Stored data entries:
::::

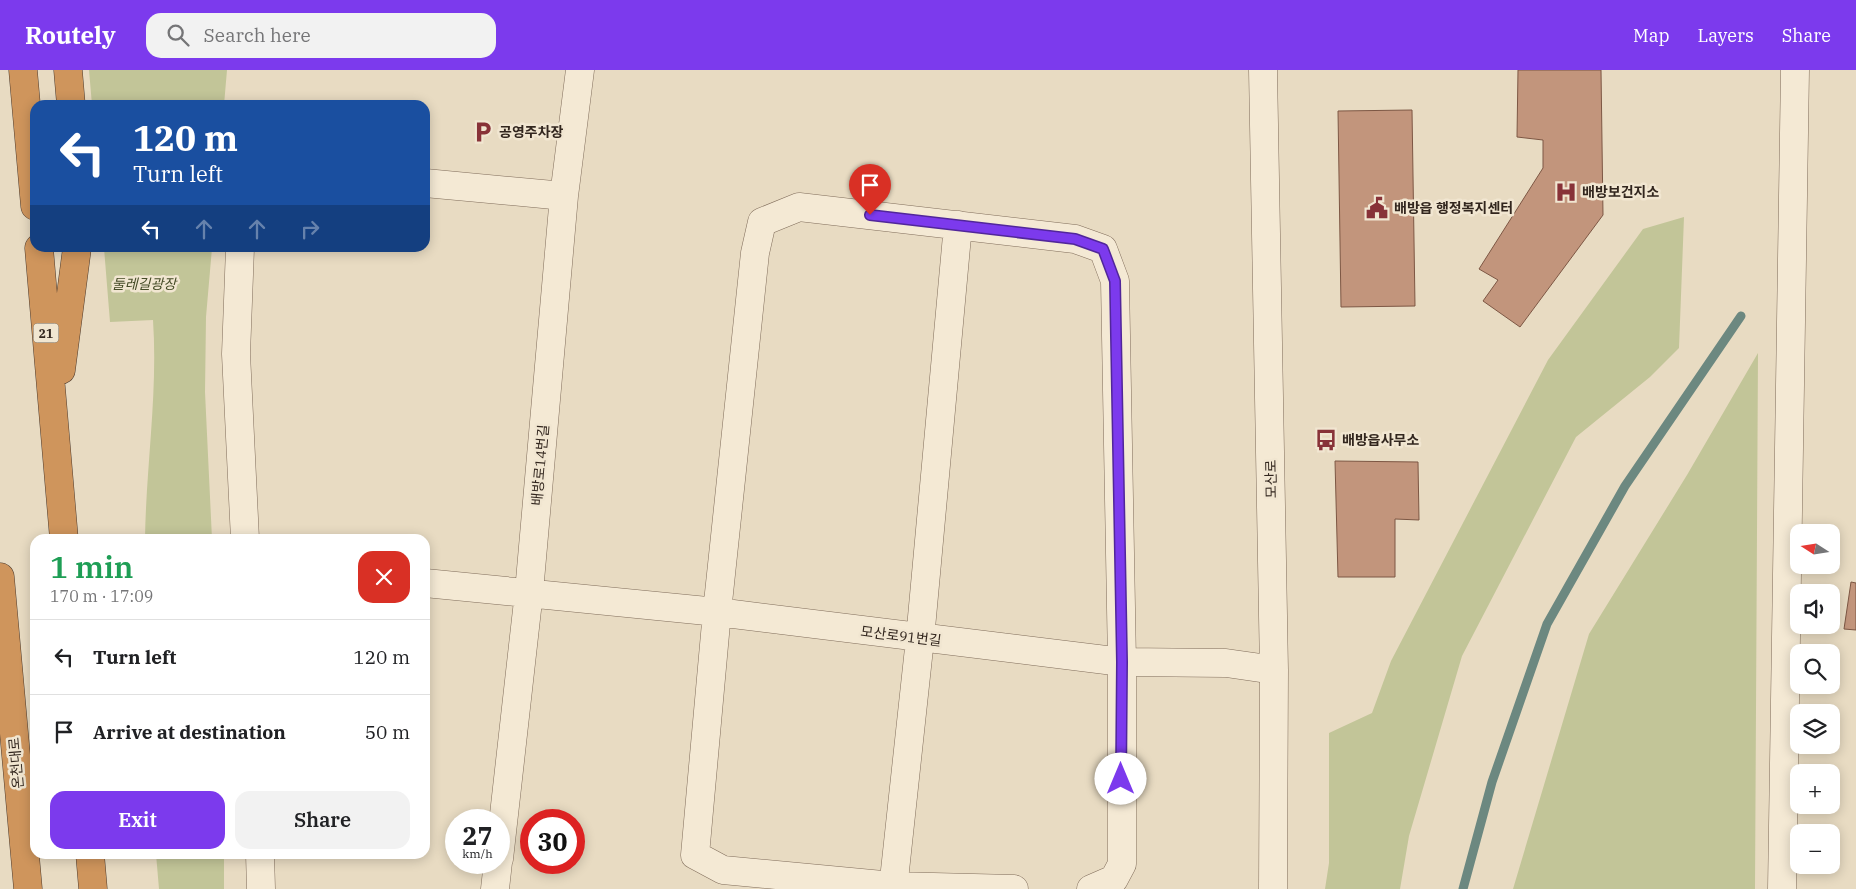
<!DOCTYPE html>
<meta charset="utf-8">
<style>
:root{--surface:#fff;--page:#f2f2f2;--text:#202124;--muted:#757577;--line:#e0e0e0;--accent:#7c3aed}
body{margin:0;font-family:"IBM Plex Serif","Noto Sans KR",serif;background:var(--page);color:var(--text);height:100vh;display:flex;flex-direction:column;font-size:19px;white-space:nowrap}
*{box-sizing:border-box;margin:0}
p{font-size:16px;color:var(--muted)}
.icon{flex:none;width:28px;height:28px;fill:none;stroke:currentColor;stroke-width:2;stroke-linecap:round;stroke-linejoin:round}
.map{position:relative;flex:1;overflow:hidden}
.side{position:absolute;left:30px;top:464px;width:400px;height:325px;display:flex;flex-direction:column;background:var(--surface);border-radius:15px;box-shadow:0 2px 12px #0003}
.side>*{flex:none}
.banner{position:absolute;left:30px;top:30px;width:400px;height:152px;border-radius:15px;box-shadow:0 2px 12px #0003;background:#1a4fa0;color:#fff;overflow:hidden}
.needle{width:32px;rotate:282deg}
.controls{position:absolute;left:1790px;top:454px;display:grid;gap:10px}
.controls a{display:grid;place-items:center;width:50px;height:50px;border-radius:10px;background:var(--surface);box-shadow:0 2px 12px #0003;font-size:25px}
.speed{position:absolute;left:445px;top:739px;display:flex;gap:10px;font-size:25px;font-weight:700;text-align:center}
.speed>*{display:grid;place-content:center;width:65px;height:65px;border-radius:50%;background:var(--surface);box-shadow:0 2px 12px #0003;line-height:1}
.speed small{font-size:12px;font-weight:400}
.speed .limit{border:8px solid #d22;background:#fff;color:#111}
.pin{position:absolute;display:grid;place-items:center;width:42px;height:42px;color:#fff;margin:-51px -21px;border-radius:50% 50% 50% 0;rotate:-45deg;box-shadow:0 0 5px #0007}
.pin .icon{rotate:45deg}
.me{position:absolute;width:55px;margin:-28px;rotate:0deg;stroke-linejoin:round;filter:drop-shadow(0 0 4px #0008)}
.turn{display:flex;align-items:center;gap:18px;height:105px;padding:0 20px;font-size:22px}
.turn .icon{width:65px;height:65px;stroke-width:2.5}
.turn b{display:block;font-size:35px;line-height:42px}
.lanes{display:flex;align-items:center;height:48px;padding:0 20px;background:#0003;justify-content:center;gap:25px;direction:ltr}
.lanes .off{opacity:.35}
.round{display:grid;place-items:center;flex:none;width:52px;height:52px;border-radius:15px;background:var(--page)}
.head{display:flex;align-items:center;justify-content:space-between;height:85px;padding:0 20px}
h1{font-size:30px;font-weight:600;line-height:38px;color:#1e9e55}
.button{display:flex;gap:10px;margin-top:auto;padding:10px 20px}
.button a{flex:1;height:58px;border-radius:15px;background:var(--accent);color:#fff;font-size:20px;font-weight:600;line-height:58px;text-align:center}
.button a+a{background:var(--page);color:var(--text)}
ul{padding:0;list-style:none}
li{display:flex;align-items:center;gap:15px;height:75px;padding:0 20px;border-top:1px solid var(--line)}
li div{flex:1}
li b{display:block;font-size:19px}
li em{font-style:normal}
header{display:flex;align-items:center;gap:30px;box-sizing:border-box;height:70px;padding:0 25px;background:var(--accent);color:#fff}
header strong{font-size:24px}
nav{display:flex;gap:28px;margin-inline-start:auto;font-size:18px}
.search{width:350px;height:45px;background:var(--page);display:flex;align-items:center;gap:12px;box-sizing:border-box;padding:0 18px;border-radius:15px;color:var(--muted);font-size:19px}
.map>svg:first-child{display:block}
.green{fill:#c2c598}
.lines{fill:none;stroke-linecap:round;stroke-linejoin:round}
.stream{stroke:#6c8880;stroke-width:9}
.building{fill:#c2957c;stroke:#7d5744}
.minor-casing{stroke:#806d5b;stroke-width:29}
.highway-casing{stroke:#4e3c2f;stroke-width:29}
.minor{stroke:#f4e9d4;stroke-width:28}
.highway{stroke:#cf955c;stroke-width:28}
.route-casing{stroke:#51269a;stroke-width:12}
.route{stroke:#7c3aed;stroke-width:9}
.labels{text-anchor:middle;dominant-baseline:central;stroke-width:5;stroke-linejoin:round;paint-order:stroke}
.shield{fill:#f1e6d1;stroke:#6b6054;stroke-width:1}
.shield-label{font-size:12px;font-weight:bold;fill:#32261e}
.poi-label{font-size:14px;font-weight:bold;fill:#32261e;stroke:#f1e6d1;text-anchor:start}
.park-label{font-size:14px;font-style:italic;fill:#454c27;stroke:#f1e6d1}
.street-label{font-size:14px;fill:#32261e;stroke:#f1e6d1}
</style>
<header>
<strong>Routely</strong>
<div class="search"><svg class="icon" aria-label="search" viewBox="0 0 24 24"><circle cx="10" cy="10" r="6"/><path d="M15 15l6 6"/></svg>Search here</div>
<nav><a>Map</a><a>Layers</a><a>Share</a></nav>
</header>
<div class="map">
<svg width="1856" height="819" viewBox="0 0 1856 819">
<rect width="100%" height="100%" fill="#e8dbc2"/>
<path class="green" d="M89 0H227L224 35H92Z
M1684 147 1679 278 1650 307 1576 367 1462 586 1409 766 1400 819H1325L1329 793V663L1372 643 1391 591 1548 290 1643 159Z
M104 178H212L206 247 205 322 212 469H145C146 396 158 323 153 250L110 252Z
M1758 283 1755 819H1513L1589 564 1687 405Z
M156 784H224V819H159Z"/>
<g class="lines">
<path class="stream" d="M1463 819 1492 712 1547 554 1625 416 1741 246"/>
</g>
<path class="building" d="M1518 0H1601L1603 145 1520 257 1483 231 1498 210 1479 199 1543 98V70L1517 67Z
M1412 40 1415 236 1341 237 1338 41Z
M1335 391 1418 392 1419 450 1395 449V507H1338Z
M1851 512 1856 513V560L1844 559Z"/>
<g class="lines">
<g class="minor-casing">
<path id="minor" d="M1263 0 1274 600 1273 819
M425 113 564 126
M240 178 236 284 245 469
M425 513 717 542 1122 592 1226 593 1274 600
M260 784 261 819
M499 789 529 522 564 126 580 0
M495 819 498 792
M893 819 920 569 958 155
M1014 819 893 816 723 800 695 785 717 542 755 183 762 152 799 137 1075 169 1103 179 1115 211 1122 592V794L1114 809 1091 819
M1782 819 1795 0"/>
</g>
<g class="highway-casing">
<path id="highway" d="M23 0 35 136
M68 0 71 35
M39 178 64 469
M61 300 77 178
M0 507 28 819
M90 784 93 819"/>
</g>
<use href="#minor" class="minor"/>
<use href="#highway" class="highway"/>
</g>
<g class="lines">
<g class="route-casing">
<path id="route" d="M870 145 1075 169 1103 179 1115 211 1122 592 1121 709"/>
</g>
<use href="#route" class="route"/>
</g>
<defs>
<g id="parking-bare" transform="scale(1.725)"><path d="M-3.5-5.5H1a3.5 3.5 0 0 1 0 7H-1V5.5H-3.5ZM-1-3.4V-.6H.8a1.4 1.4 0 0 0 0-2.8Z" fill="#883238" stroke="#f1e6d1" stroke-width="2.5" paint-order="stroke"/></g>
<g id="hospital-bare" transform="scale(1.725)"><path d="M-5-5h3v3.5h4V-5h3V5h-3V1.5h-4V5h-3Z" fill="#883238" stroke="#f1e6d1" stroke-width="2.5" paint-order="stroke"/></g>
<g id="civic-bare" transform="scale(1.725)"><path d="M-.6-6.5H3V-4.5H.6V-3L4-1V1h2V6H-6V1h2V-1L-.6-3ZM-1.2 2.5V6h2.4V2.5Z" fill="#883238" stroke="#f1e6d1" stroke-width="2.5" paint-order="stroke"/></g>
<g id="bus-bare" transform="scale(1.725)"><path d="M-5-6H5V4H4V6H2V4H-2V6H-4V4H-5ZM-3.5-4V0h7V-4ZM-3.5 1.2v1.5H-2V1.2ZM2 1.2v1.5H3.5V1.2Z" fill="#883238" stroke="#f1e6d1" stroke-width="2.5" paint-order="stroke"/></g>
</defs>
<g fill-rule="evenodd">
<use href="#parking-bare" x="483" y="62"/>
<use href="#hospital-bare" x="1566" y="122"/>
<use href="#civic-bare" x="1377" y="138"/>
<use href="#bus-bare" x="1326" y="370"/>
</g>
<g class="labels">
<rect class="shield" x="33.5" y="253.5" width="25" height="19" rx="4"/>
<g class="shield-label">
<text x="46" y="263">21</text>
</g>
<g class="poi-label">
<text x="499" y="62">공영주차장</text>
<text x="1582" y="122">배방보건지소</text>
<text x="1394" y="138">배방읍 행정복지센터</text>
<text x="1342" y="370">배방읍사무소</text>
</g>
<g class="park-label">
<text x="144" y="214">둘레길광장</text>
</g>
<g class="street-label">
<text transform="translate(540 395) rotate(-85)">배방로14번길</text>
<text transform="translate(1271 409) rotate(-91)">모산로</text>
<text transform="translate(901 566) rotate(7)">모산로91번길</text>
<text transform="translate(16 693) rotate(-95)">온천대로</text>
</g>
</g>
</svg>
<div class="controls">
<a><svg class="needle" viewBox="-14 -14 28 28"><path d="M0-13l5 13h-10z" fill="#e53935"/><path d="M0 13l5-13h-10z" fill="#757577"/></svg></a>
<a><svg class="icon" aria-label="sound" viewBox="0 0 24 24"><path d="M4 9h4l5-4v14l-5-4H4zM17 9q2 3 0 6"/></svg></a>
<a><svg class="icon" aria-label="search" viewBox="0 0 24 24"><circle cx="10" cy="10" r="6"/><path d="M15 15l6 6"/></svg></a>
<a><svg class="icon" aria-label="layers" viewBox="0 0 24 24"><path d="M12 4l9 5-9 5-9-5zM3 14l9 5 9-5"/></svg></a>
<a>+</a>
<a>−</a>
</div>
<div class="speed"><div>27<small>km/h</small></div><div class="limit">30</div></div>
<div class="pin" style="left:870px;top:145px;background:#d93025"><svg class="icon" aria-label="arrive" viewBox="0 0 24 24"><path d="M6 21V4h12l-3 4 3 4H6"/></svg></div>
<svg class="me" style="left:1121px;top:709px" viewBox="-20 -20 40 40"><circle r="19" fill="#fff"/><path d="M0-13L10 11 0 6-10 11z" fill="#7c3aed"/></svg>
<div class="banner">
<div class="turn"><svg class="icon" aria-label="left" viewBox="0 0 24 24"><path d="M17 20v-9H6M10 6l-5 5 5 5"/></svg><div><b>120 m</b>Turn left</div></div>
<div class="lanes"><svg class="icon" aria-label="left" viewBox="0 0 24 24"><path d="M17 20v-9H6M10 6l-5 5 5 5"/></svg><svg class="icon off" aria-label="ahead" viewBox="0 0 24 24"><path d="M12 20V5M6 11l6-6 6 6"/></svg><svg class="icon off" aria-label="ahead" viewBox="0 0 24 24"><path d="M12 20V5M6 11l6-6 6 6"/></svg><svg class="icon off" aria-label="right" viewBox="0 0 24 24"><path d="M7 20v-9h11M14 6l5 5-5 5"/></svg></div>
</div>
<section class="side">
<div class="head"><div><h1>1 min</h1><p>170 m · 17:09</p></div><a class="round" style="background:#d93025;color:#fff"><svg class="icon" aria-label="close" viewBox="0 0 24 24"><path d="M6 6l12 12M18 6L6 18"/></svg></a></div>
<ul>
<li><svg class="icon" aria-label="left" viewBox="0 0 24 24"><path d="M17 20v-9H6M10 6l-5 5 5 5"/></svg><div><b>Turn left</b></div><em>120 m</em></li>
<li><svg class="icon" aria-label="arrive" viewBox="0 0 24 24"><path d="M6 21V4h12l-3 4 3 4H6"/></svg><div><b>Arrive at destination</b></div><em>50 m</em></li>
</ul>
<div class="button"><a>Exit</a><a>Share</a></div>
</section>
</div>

::::

DIRECTIONS FOR THIS TASK: Go through the data and gather every line that holds "limit".

RESULT OF THE EXERCISE:
.speed .limit{border:8px solid #d22;background:#fff;color:#111}
<div class="speed"><div>27<small>km/h</small></div><div class="limit">30</div></div>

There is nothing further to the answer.